PF4Public's questions -server

PF4Public

Asked: 2017-11-28 15:33:58 +0800 CST

What could go wrong with ext4 on LVM on a hardware RAID6?

Intro

Recently one of my systems using ext4 on LVM on hardware RAID6 experienced a disastrous failure. To name some of the disasters: several filesystems failed beyond repair, at least one was granted ladders to heavens. It really took me by surprise! I considered this setup was resilient enough to withstand even worse, and it proved to be so for 7 years of replacing failed hard drives without a glitch. But recently it had failed. Hard.

Inspecting all the information with regards to this failure I could not come to conclusion on what could fail and most importantly why. I hope that someone experienced might identify the cause and the reason for it. All of the gathered information follows.

Course of events

Approximately at 10:45 local time power supply to our building stopped as a result of district power grid failure. After approximately 40 minutes of battery operation it was decided to shut servers down as there were no ETA on power restoration. It was definitely a clean shut-down since at that moment we had 20 minutes more till batteries drained. These are not mission-critical servers so it is acceptable for them to be offline while waiting for power to be restored. Later these servers were back online. This particular server had 1 failed hard drive upon starting. With RAID6 I did fear not as it takes 2 more hard drives to fail, which is highly unlikely to happen until I get a replacement. As I always did I have removed failed hard drive and allowed server proceed with degraded RAID6. After some time I accidentally found that LDAP could not start due to its data folder was lacking +r permission. It was weird, but easily fixed. Just to be sure I checked other services, and they were fine. Later that server was rebooted once as a part of maintenance and RAID consistency check started just in case. At 18:00 local time a colleague did some work on one of our services on that server and assured me, that it was fully operational. At around 21:00 local time he messaged me that particular service suddenly lost styles and didn't allow him in. At first I thought that it is the same mysterious loss of +r permission but found that the static folder was missing completely. I decided that it is still a trivial fix and delayed this till the next morning completely unaware of the events happening. The next morning came and I was facing absolute disaster in place of trivial fix I thought of last evening (a hard to express feeling I must say).

Worth noting that other servers survived this event absolutely undisturbed. One having ext4 on LVM on software RAID10, the other using bare hard drives.

Inspecting the logs I found that at approximately 20:05 PostgreSQL started failing to write its data because of file disappeared type errors. At 20:00 however we have our backups scheduled. With heavy I/O load obviously. Backups did also fail because of the same errors. Soon ext4_lookup errors started spamming to syslog and all other services started to fail. In the end that very service replied with random gibberish page and the page without any style was just a cached copy supplied by browser client-side.

Failure mode

RAID6 reported being degraded, but never reported failed. Neither reported any errors consistency check. So from the hardware perspective it was sub-optimal but in no way failed.
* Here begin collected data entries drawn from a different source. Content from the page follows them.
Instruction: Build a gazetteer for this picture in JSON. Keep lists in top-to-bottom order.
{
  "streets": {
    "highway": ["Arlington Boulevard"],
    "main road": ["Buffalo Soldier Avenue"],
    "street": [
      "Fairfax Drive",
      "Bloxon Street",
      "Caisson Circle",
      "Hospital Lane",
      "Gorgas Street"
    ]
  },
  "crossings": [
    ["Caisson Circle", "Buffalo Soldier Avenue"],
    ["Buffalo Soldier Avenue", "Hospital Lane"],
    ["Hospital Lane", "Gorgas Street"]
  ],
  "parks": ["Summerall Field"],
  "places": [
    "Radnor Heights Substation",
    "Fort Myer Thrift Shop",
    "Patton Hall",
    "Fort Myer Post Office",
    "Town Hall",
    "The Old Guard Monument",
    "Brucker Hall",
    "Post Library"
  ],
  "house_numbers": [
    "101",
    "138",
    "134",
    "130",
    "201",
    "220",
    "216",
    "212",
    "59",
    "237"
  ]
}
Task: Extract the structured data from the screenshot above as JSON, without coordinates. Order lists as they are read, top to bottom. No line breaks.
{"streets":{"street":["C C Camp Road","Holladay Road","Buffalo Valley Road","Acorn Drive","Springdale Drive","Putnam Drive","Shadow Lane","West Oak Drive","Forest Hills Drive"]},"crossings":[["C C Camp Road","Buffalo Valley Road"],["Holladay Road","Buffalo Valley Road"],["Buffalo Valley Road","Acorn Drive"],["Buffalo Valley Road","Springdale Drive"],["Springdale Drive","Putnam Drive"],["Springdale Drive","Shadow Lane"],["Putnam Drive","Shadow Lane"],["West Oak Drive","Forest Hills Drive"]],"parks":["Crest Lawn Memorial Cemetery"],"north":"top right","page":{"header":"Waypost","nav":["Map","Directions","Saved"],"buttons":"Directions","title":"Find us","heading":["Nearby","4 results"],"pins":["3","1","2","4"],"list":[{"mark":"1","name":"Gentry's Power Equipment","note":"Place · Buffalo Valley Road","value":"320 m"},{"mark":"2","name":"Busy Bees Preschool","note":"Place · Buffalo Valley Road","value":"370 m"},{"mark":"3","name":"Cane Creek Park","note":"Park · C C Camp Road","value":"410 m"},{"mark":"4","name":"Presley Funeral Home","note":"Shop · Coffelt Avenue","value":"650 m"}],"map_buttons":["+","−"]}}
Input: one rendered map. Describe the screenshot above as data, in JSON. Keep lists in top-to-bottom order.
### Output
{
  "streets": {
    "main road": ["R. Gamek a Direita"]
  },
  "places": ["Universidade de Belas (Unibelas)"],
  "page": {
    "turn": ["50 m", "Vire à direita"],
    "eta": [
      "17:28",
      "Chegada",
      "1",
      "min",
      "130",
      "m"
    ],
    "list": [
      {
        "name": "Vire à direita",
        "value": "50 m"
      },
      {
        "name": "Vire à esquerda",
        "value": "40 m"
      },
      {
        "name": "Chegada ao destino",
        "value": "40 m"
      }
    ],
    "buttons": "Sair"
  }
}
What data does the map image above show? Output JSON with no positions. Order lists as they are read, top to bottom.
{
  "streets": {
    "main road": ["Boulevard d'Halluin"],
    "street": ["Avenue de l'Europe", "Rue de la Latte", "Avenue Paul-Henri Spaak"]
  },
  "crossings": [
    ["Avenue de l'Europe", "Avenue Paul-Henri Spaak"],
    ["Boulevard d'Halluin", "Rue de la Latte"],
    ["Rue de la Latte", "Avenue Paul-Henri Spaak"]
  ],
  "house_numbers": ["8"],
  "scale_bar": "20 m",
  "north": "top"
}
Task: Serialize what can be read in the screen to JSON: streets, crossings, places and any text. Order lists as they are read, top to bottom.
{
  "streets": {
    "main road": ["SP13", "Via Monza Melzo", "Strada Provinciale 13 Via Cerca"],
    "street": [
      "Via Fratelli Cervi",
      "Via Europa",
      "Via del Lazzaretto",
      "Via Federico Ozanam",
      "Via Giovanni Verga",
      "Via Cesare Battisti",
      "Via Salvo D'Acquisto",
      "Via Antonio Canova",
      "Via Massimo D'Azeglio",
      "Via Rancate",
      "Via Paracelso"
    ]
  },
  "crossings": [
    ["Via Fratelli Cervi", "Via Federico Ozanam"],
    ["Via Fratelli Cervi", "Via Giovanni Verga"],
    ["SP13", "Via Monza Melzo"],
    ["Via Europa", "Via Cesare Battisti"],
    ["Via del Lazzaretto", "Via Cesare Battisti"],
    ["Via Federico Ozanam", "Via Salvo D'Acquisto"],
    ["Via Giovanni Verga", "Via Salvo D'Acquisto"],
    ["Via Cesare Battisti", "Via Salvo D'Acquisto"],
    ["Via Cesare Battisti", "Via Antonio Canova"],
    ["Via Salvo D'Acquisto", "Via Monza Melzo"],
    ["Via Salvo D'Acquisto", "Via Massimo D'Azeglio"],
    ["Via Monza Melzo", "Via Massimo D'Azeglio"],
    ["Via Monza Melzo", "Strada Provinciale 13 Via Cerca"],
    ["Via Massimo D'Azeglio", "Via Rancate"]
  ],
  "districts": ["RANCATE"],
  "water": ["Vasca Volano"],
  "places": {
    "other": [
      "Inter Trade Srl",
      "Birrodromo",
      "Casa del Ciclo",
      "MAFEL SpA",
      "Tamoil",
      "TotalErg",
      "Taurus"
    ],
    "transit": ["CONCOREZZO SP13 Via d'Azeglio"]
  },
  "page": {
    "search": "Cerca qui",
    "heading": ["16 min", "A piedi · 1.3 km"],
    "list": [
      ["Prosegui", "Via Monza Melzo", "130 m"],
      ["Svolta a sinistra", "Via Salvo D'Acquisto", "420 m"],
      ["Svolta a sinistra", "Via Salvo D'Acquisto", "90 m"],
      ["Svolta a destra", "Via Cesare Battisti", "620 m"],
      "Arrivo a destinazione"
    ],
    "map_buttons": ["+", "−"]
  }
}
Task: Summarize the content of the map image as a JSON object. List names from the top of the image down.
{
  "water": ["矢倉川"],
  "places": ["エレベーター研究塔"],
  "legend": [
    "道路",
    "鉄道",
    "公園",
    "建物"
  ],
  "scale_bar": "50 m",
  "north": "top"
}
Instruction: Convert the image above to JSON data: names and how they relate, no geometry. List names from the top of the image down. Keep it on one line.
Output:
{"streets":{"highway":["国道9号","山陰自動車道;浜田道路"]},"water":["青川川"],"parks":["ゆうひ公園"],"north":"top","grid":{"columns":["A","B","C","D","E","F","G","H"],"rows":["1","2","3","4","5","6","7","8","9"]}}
As I have already pointed by links, filesystems failed in some dire way. Interestingly only ext4 filesystems on LVM on hardware RAID6 were affected. Other filesystems outside RAID6 (on SSD) were intact. Identified problems with failed filesystems were:

Some directories and files became special files (sockets and device files)
Some files became directories (a number of files within one directory became directories within each other) and vice-versa directories became ordinary files
Some directories became parents and children to each other at the same time
Some files were marked both in-use and deleted
Some files had blocks swapped among each other (seen a syslog file comprised of lines belonging to apache and kernel logs interwoven with another binary data apparently not belonging there)
Some in use inodes had references to blocknumbers beyond maximum block number
Some in use inodes had references to the same block number (or a range of them) many times repeated
Some in use inodes had absolutely random data in metadata (dates, UID/GID etc)

Some of this bullet-list points might have been the result of an attempt to fix the filesystem with e2fsck, while others obviously are the corruption itself. Inspecting inodes I found that surrounded by valid inodes there are unlucky ones filled with random data in their metadata. I found no coincidences as files were randomly corrupted: irrespective of whether they were new or 10 years old, in-use or long time not touched -- every kind of files suffered and conversely there were survivors from all kinds as well.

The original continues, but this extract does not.